A warning about read(2)/write(2)
Richard A. O'Keefe
ok at quintus.uucp
Mon Jun 20 17:57:35 AEST 1988
In article <425 at sp7040.UUCP> sbc at sp7040.UUCP (Stephen Carroll) writes:
>In article <122 at quintus.UUCP>, ok at quintus writes:
>> The package I am talking about was reading and writing 56 byte chunks,
>> so it was doing a system call and a disc access for every 56 bytes.
>> (And since 56 does not divide 8192 evenly, some of these transfers
>> could cost two disc accesses.)
>
>WRONG!!!! You could read and write 1 byte at a time, but this does not create
>a disk access for each system call. It is true that read/write causes a
>system call on each invocation, as compared to stdio, but Unix DOES NOT read
>and write the disk on each of those system calls.
Oh drat, insufficient context. I was confusing two things in my comments.
(1) the program in question was doing read(2) and write(2) instead of
stdio calls, so it was getting a lot more system calls than it needed
(2) it was ALSO doing a lot of seeks (which I didn't mention) so each of
those reads and writes tended to turn into an actual disc access
because they weren't adjacent.
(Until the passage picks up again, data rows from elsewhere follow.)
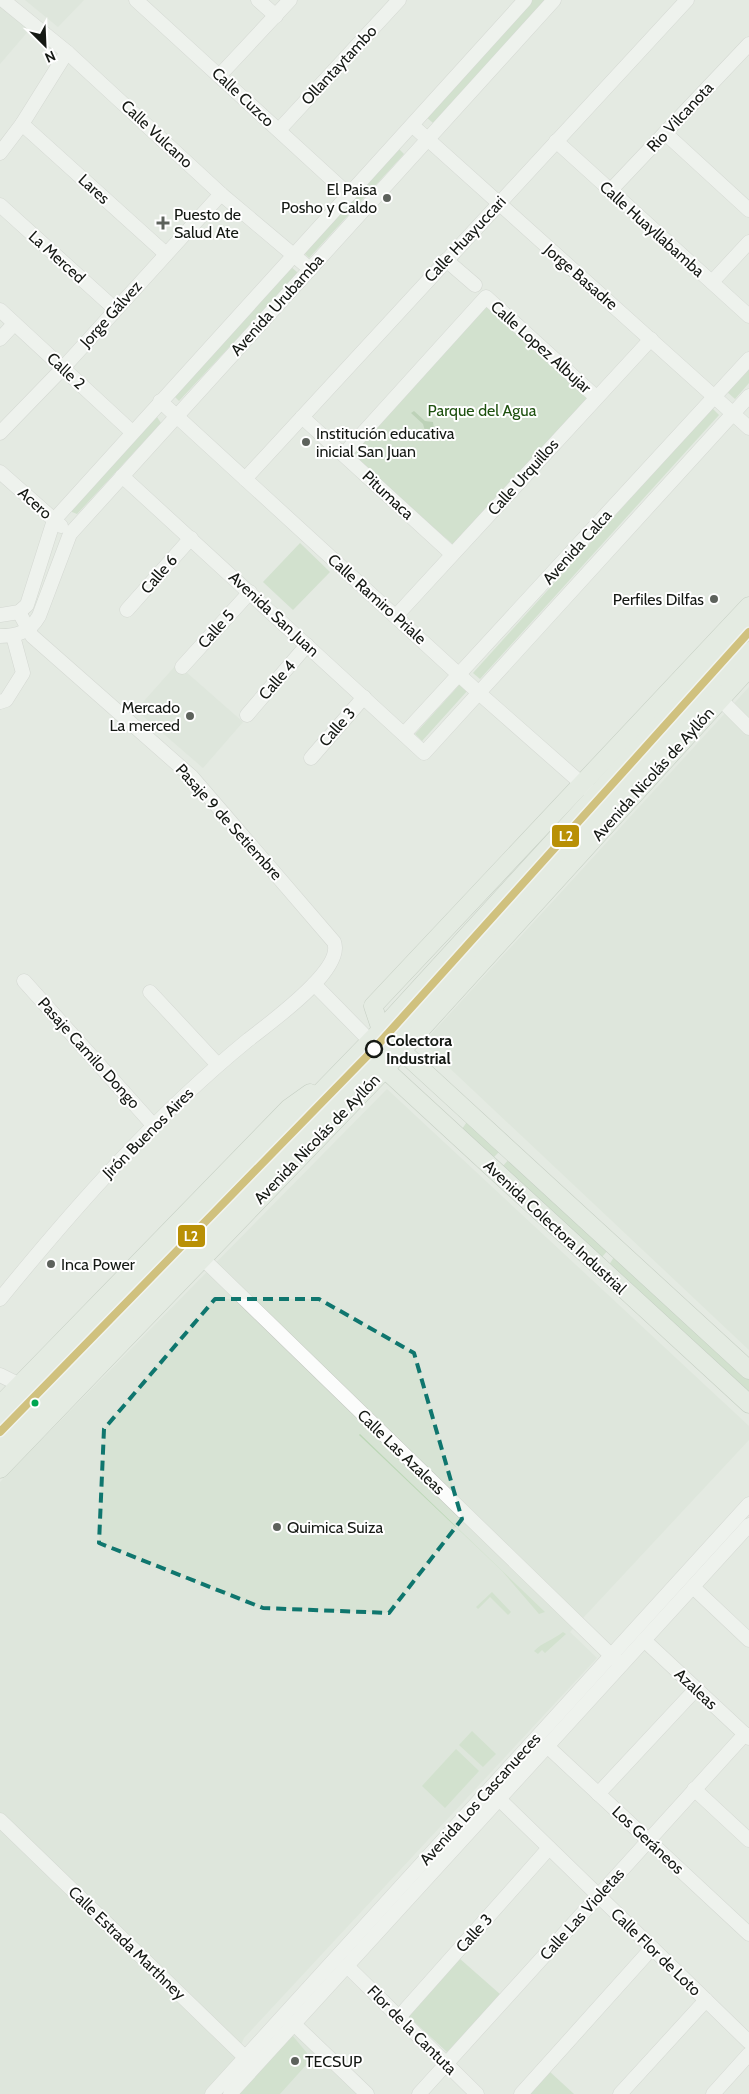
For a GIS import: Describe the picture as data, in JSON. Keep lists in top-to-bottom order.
{
  "streets": {
    "main road": ["Avenida Nicolás de Ayllón", "Avenida Colectora Industrial"],
    "street": [
      "Ollantaytambo",
      "Calle Cuzco",
      "Rio Vilcanota",
      "Calle Vulcano",
      "Lares",
      "Calle Huayllabamba",
      "Calle Huayuccari",
      "La Merced",
      "Jorge Basadre",
      "Avenida Urubamba",
      "Jorge Gálvez",
      "Calle Lopez Albujar",
      "Calle 2",
      "Calle Urquillos",
      "Pitumaca",
      "Acero",
      "Avenida Calca",
      "Calle 6",
      "Calle Ramiro Priale",
      "Avenida San Juan",
      "Calle 5",
      "Calle 4",
      "Calle 3",
      "Pasaje 9 de Setiembre",
      "Pasaje Camilo Dongo",
      "Jirón Buenos Aires",
      "Calle Las Azaleas",
      "Azaleas",
      "Avenida Los Cascanueces",
      "Los Geráneos",
      "Calle Las Violetas",
      "Calle Estrada Marthney",
      "Calle Flor de Loto",
      "Flor de la Cantuta"
    ]
  },
  "crossings": [
    ["Ollantaytambo", "Calle Cuzco"],
    ["Calle Cuzco", "Avenida Urubamba"],
    ["Rio Vilcanota", "Calle Huayllabamba"],
    ["Calle Vulcano", "Avenida Urubamba"],
    ["Calle Vulcano", "Jorge Gálvez"],
    ["Lares", "Jorge Gálvez"],
    ["Calle Huayllabamba", "Calle Huayuccari"],
    ["Calle Huayuccari", "Jorge Basadre"],
    ["Calle Huayuccari", "Pitumaca"],
    ["Calle Huayuccari", "Calle Ramiro Priale"],
    ["La Merced", "Jorge Gálvez"],
    ["Jorge Basadre", "Avenida Urubamba"],
    ["Jorge Basadre", "Calle Urquillos"],
    ["Jorge Basadre", "Avenida Calca"],
    ["Avenida Urubamba", "Calle 2"],
    ["Avenida Urubamba", "Acero"],
    ["Avenida Urubamba", "Calle Ramiro Priale"],
    ["Avenida Urubamba", "Avenida San Juan"],
    ["Avenida Urubamba", "Pasaje 9 de Setiembre"],
    ["Jorge Gálvez", "Calle 2"],
    ["Calle Lopez Albujar", "Calle Urquillos"],
    ["Calle Lopez Albujar", "Pitumaca"],
    ["Calle Urquillos", "Pitumaca"],
    ["Calle Urquillos", "Calle Ramiro Priale"],
    ["Avenida Calca", "Calle Ramiro Priale"],
    ["Avenida Calca", "Avenida San Juan"],
    ["Calle 6", "Avenida San Juan"],
    ["Calle Ramiro Priale", "Avenida Nicolás de Ayllón"],
    ["Avenida San Juan", "Calle 5"],
    ["Avenida San Juan", "Calle 4"],
    ["Avenida San Juan", "Calle 3"],
    ["Calle 3", "Calle Flor de Loto"],
    ["Calle 3", "Flor de la Cantuta"],
    ["Avenida Nicolás de Ayllón", "Avenida Colectora Industrial"],
    ["Avenida Nicolás de Ayllón", "Calle Las Azaleas"],
    ["Pasaje 9 de Setiembre", "Jirón Buenos Aires"],
    ["Pasaje Camilo Dongo", "Jirón Buenos Aires"],
    ["Calle Las Azaleas", "Avenida Los Cascanueces"],
    ["Azaleas", "Avenida Los Cascanueces"],
    ["Azaleas", "Calle Las Violetas"],
    ["Avenida Los Cascanueces", "Los Geráneos"],
    ["Avenida Los Cascanueces", "Calle Estrada Marthney"],
    ["Avenida Los Cascanueces", "Calle Flor de Loto"],
    ["Avenida Los Cascanueces", "Flor de la Cantuta"],
    ["Los Geráneos", "Calle Las Violetas"],
    ["Calle Las Violetas", "Calle Flor de Loto"],
    ["Calle Las Violetas", "Flor de la Cantuta"]
  ],
  "parks": ["Parque del Agua"],
  "places": {
    "other": [
      "El Paisa Posho y Caldo",
      "Institución educativa inicial San Juan",
      "Perfiles Dilfas",
      "Mercado La merced",
      "Colectora Industrial",
      "Inca Power",
      "Quimica Suiza",
      "TECSUP"
    ],
    "health": ["Puesto de Salud Ate"]
  },
  "lines": ["transit line L2"],
  "north": "bottom right"
}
FOR THIS PARTICULAR PROGRAM, it is the
case that UNIX *does* end up doing one disc access per read(2) or
write(2). [You can use the BSD "time" command to find out how many
accesses are happening.] Any program which does nearly as many seeks
as transfers is likely to see the same thing.
There are two points which I was trying to make:
(1) if you are doing sequential I/O, using read(2) and write(2) is _not_
a win over stdio, because you do more system calls.
(2) if you are doing random I/O into a disc file, the way to better
performance is to try to do a few large transfers, with as much
useful work per transfer as possible. At this level of hacking,
read(2) and write(2) may be appropriate, but they aren't _enough_.
Caution to wizards: don't jump to the conclusion that someone misunderstands
UNIX. He may be quoting quite accurately what time(1) says that particular
program is doing. (He may also be bad at explaining things.)